Wantful lets you give the gift of choice--by sending someone a customized, 16-item catalog of gifts to choose from.
Here’s how it works: You visit the site (which is exceedingly sharp and easy to use, reaffirming your sense that this is indeed going to be a Good Gift), tell it a little bit about the gift you need (who you’re buying it for, their gender, and a dollar amount you’re looking to spend, from $30 to $500), and answer a few questions about the recipient (which of these style homes would so-and-so like to live in; does so-and-so like cooking, etc).
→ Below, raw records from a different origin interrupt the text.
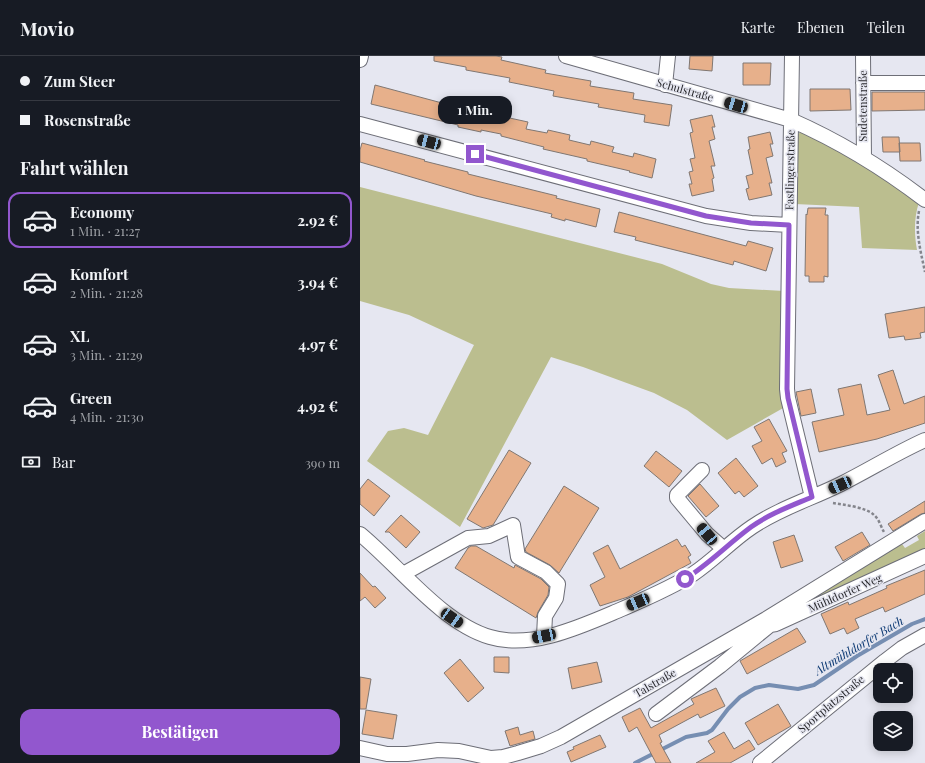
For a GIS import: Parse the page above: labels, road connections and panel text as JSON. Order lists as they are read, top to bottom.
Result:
{
  "streets": {
    "street": [
      "Schulstraße",
      "Sudetenstraße",
      "Fastlingerstraße",
      "Mühldorfer Weg",
      "Talstraße",
      "Sportplatzstraße"
    ]
  },
  "crossings": [
    ["Schulstraße", "Sudetenstraße"],
    ["Schulstraße", "Fastlingerstraße"],
    ["Mühldorfer Weg", "Talstraße"]
  ],
  "water": ["Altmühldorfer Bach"],
  "page": {
    "header": "Movio",
    "nav": ["Karte", "Ebenen", "Teilen"],
    "banner": ["Zum Steer", "Rosenstraße"],
    "bubble": "1 Min.",
    "heading": "Fahrt wählen",
    "list": [
      {
        "name": "Economy",
        "note": "1 Min. · 21:27",
        "value": "2.92 €"
      },
      {
        "name": "Komfort",
        "note": "2 Min. · 21:28",
        "value": "3.94 €"
      },
      {
        "name": "XL",
        "note": "3 Min. · 21:29",
        "value": "4.97 €"
      },
      {
        "name": "Green",
        "note": "4 Min. · 21:30",
        "value": "4.92 €"
      }
    ],
    "pay": ["Bar", "390 m"],
    "buttons": "Bestätigen"
  }
}
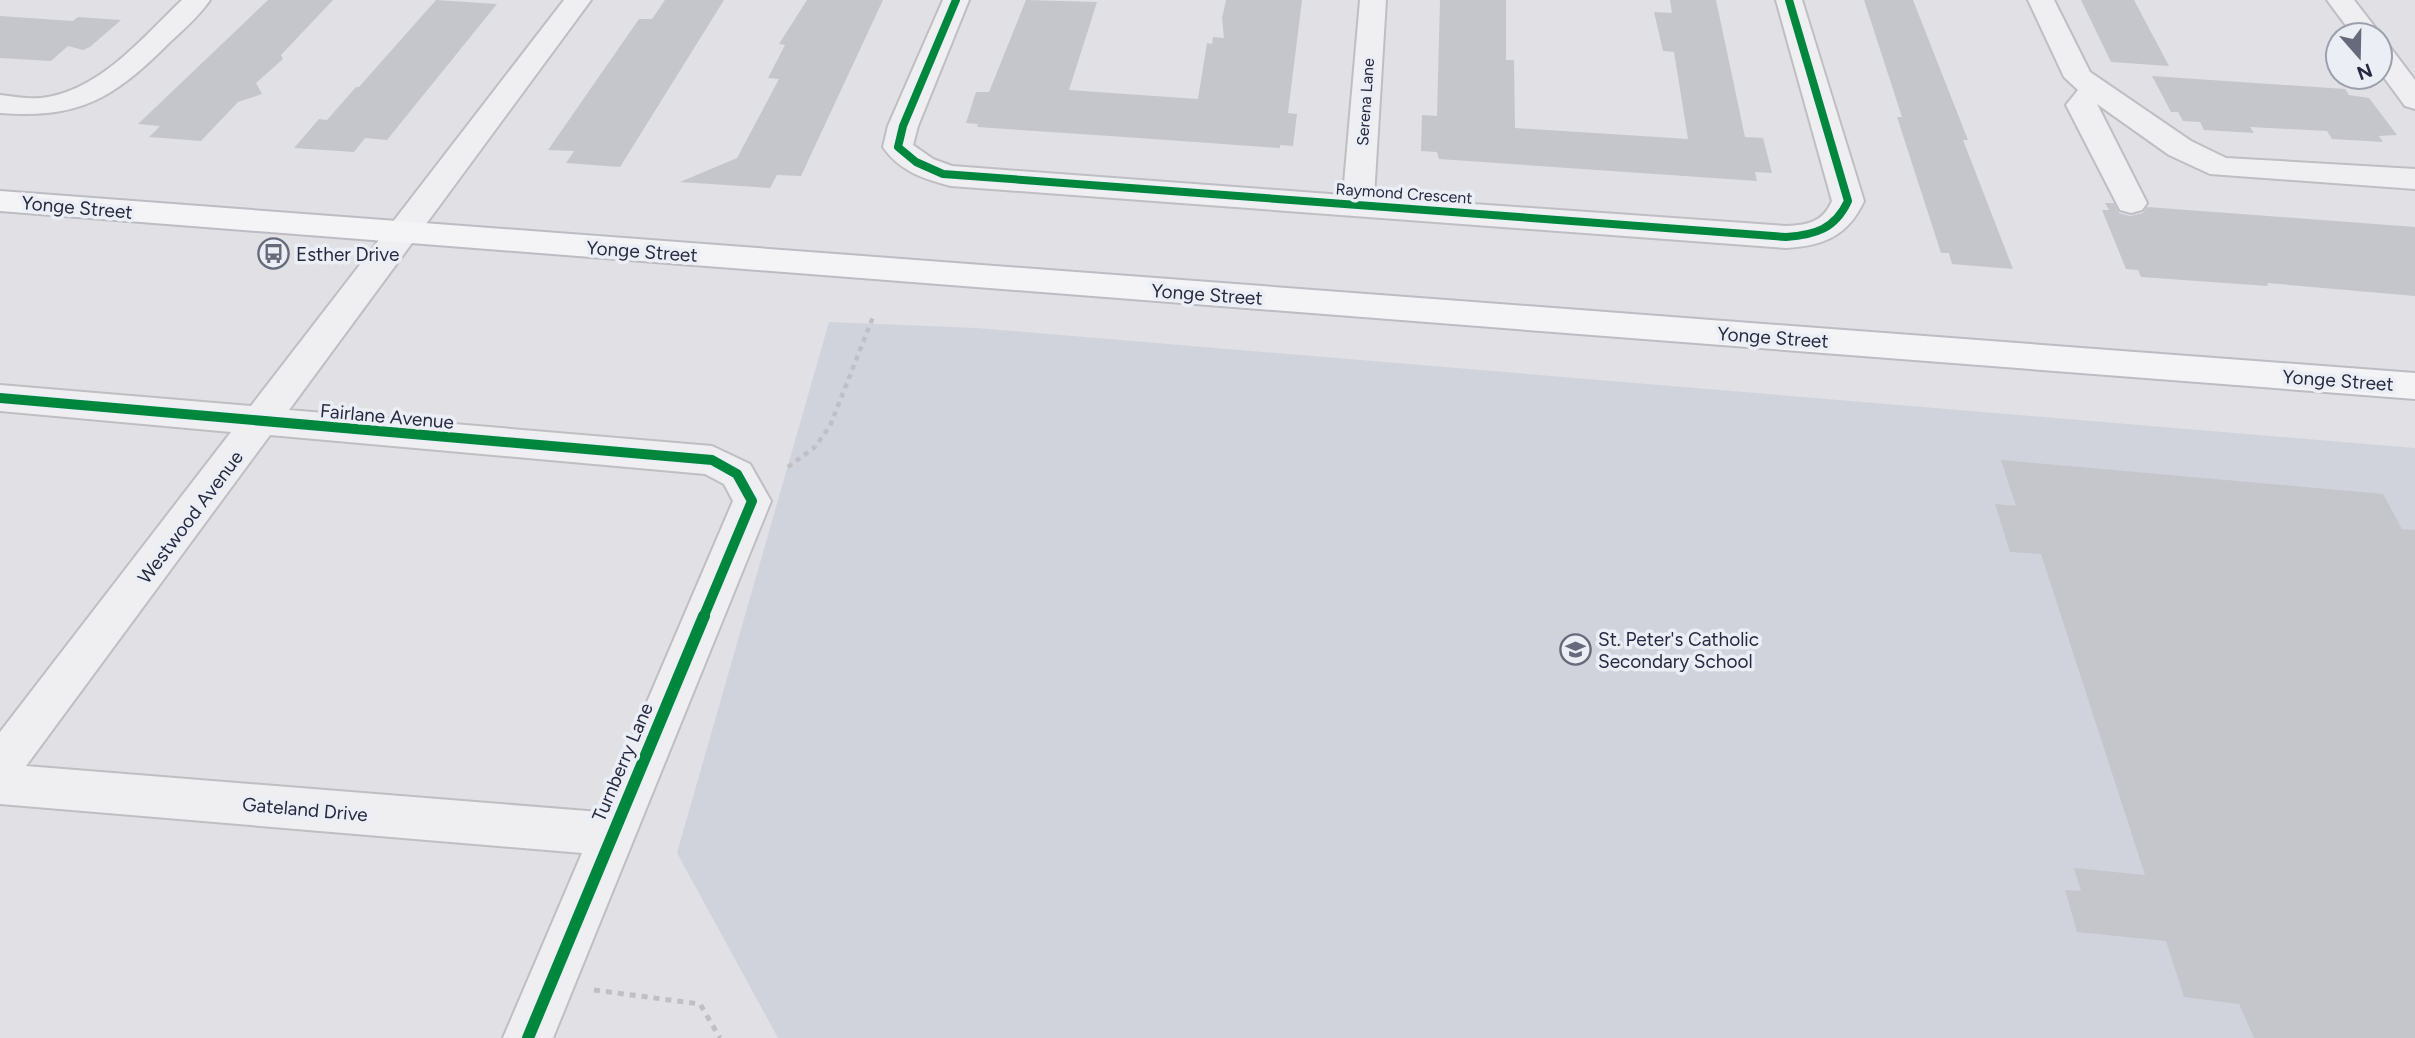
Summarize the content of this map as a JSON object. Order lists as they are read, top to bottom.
{
  "streets": {
    "main road": ["Yonge Street"],
    "street": [
      "Serena Lane",
      "Raymond Crescent",
      "Fairlane Avenue",
      "Westwood Avenue",
      "Turnberry Lane",
      "Gateland Drive"
    ]
  },
  "crossings": [
    ["Serena Lane", "Raymond Crescent"],
    ["Yonge Street", "Westwood Avenue"],
    ["Fairlane Avenue", "Westwood Avenue"],
    ["Fairlane Avenue", "Turnberry Lane"],
    ["Turnberry Lane", "Gateland Drive"]
  ],
  "places": {
    "bus stop": ["Esther Drive"],
    "school or university": ["St. Peter's Catholic Secondary School"]
  },
  "north": "bottom"
}
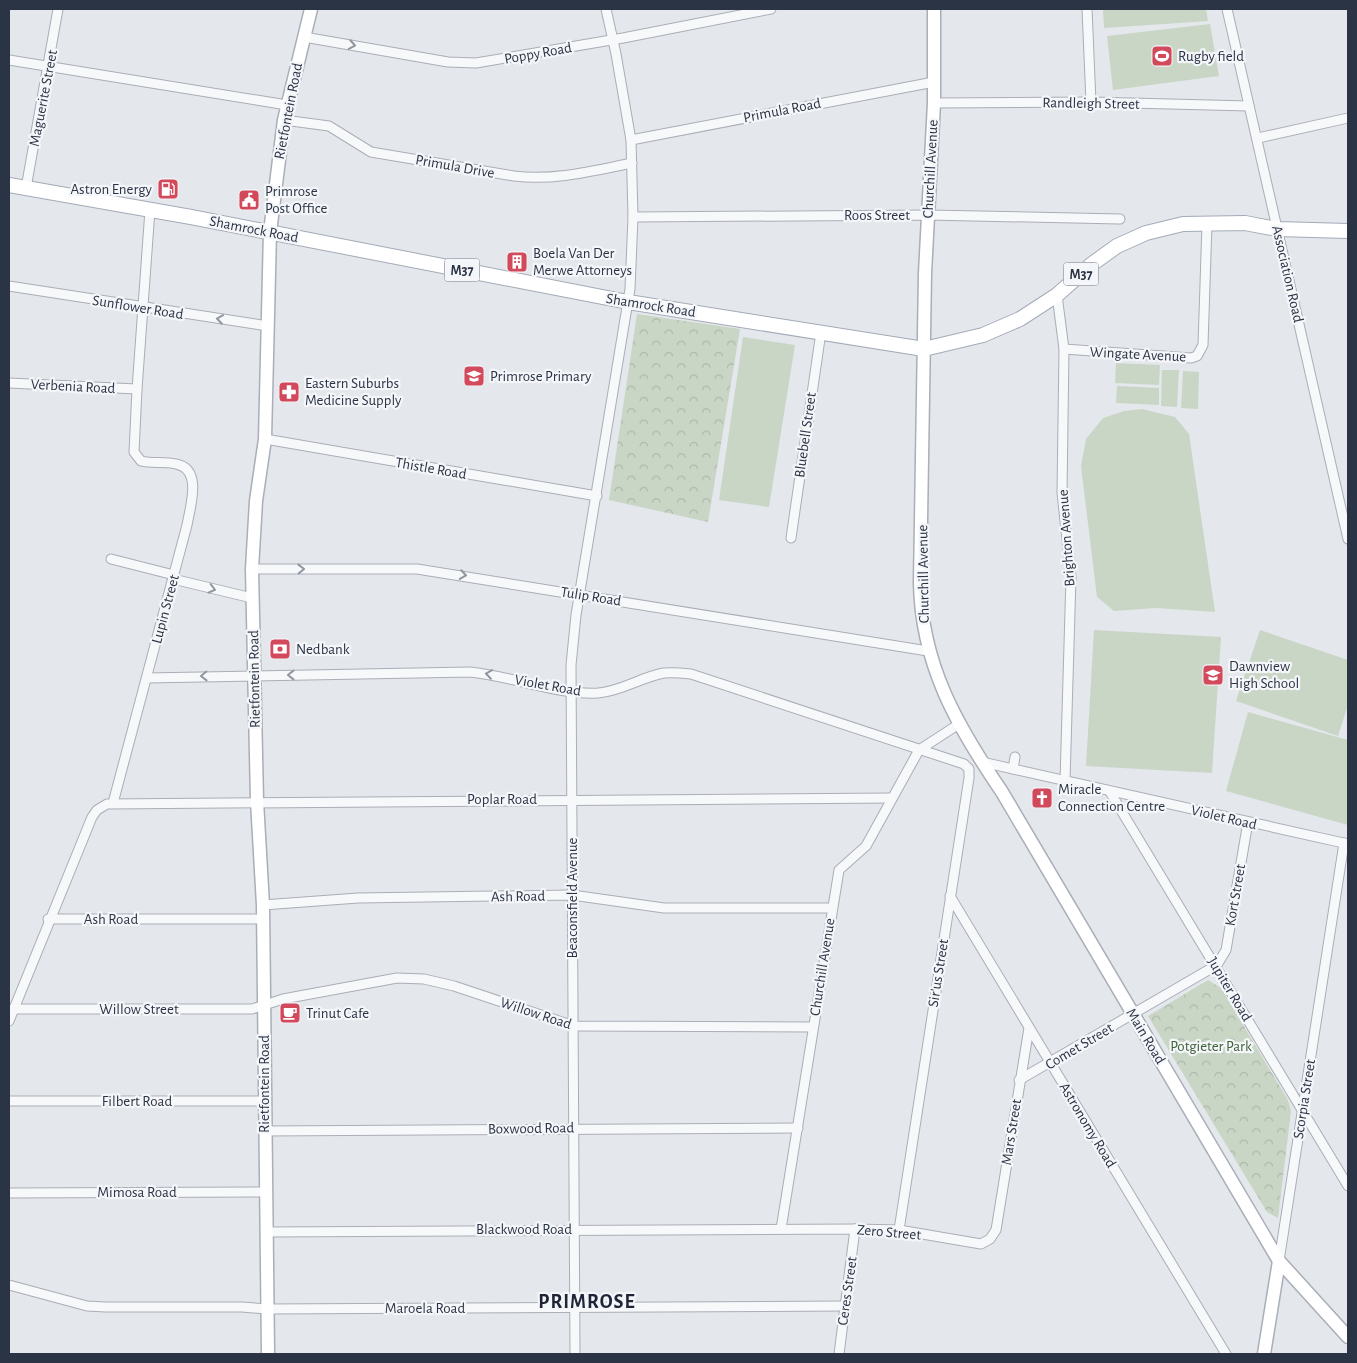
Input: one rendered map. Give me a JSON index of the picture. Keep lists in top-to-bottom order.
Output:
{
  "streets": {
    "main road": ["Shamrock Road", "M37"],
    "street": [
      "Poppy Road",
      "Maguerite Street",
      "Randleigh Street",
      "Primula Road",
      "Rietfontein Road",
      "Primula Drive",
      "Churchill Avenue",
      "Roos Street",
      "Association Road",
      "Sunflower Road",
      "Wingate Avenue",
      "Verbenia Road",
      "Bluebell Street",
      "Thistle Road",
      "Brighton Avenue",
      "Tulip Road",
      "Lupin Street",
      "Violet Road",
      "Poplar Road",
      "Kort Street",
      "Ash Road",
      "Beaconsfield Avenue",
      "Sir'us Street",
      "Jupiter Road",
      "Willow Street",
      "Willow Road",
      "Main Road",
      "Comet Street",
      "Scorpia Street",
      "Filbert Road",
      "Astronomy Road",
      "Boxwood Road",
      "Mars Street",
      "Mimosa Road",
      "Blackwood Road",
      "Zero Street",
      "Ceres Street",
      "Maroela Road"
    ]
  },
  "crossings": [
    ["Poppy Road", "Rietfontein Road"],
    ["Poppy Road", "Beaconsfield Avenue"],
    ["Maguerite Street", "Shamrock Road"],
    ["Randleigh Street", "Churchill Avenue"],
    ["Randleigh Street", "Association Road"],
    ["Primula Road", "Churchill Avenue"],
    ["Primula Road", "Beaconsfield Avenue"],
    ["Rietfontein Road", "Primula Drive"],
    ["Rietfontein Road", "Shamrock Road"],
    ["Rietfontein Road", "Sunflower Road"],
    ["Rietfontein Road", "Thistle Road"],
    ["Rietfontein Road", "Tulip Road"],
    ["Rietfontein Road", "Violet Road"],
    ["Rietfontein Road", "Poplar Road"],
    ["Rietfontein Road", "Ash Road"],
    ["Rietfontein Road", "Willow Street"],
    ["Rietfontein Road", "Willow Road"],
    ["Rietfontein Road", "Filbert Road"],
    ["Rietfontein Road", "Boxwood Road"],
    ["Rietfontein Road", "Mimosa Road"],
    ["Rietfontein Road", "Blackwood Road"],
    ["Rietfontein Road", "Maroela Road"],
    ["Primula Drive", "Beaconsfield Avenue"],
    ["Churchill Avenue", "Roos Street"],
    ["Churchill Avenue", "Shamrock Road"],
    ["Churchill Avenue", "Tulip Road"],
    ["Churchill Avenue", "Violet Road"],
    ["Churchill Avenue", "Poplar Road"],
    ["Churchill Avenue", "Ash Road"],
    ["Churchill Avenue", "Sir'us Street"],
    ["Churchill Avenue", "Willow Road"],
    ["Churchill Avenue", "Main Road"],
    ["Churchill Avenue", "Boxwood Road"],
    ["Churchill Avenue", "Blackwood Road"],
    ["Churchill Avenue", "Zero Street"],
    ["Roos Street", "Beaconsfield Avenue"],
    ["Shamrock Road", "Association Road"],
    ["Shamrock Road", "Wingate Avenue"],
    ["Shamrock Road", "Bluebell Street"],
    ["Shamrock Road", "Brighton Avenue"],
    ["Shamrock Road", "Lupin Street"],
    ["Shamrock Road", "Beaconsfield Avenue"],
    ["Sunflower Road", "Lupin Street"],
    ["Wingate Avenue", "Brighton Avenue"],
    ["Verbenia Road", "Lupin Street"],
    ["Thistle Road", "Beaconsfield Avenue"],
    ["Brighton Avenue", "Violet Road"],
    ["Tulip Road", "Beaconsfield Avenue"],
    ["Lupin Street", "Violet Road"],
    ["Lupin Street", "Poplar Road"],
    ["Violet Road", "Kort Street"],
    ["Violet Road", "Beaconsfield Avenue"],
    ["Violet Road", "Sir'us Street"],
    ["Violet Road", "Jupiter Road"],
    ["Violet Road", "Main Road"],
    ["Violet Road", "Scorpia Street"],
    ["Poplar Road", "Beaconsfield Avenue"],
    ["Kort Street", "Jupiter Road"],
    ["Kort Street", "Comet Street"],
    ["Ash Road", "Beaconsfield Avenue"],
    ["Beaconsfield Avenue", "Willow Road"],
    ["Beaconsfield Avenue", "Boxwood Road"],
    ["Beaconsfield Avenue", "Blackwood Road"],
    ["Beaconsfield Avenue", "Maroela Road"],
    ["Sir'us Street", "Astronomy Road"],
    ["Sir'us Street", "Zero Street"],
    ["Jupiter Road", "Comet Street"],
    ["Jupiter Road", "Scorpia Street"],
    ["Willow Street", "Willow Road"],
    ["Main Road", "Comet Street"],
    ["Main Road", "Scorpia Street"],
    ["Comet Street", "Astronomy Road"],
    ["Comet Street", "Mars Street"],
    ["Astronomy Road", "Mars Street"],
    ["Mars Street", "Zero Street"],
    ["Blackwood Road", "Zero Street"],
    ["Zero Street", "Ceres Street"],
    ["Ceres Street", "Maroela Road"]
  ],
  "one_way": [
    "Poppy Road",
    "Sunflower Road",
    "Tulip Road",
    "Violet Road"
  ],
  "districts": ["PRIMROSE"],
  "parks": ["Potgieter Park"],
  "places": {
    "sports": ["Rugby field"],
    "fuel station": ["Astron Energy"],
    "public building": ["Primrose Post Office"],
    "building": ["Boela Van Der Merwe Attorneys"],
    "school or university": ["Primrose Primary", "Dawnview High School"],
    "pharmacy": ["Eastern Suburbs Medicine Supply"],
    "bank": ["Nedbank"],
    "church": ["Miracle Connection Centre"],
    "cafe": ["Trinut Cafe"]
  }
}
The site then spits out a nice clean grid of product thumbnails algorithmically picked for your recipient, culled from an inventory of a few thousand items. The products include neat bracelets, artsy coffee table books, cool candle holders--a lot of stuff you’d expect to see in New York’s Museum of Modern Art Design Store. Kitchen gizmos are very prevalent. Anyway, you pick sixteen of these products, and Wantful puts them into an elegant little catalog, sends it to the recipient, and lets them choose one to have as their own, courtesy of your credit card.
It’s clever. A book from Wantful combines the "this way you can get something you like" guarantee of a gift card and the lasting usefulness of a genuinely cool product. But as the site’s founder and CEO John Poisson told Co.Design, it also carries with it that central Good Gift component: surprise.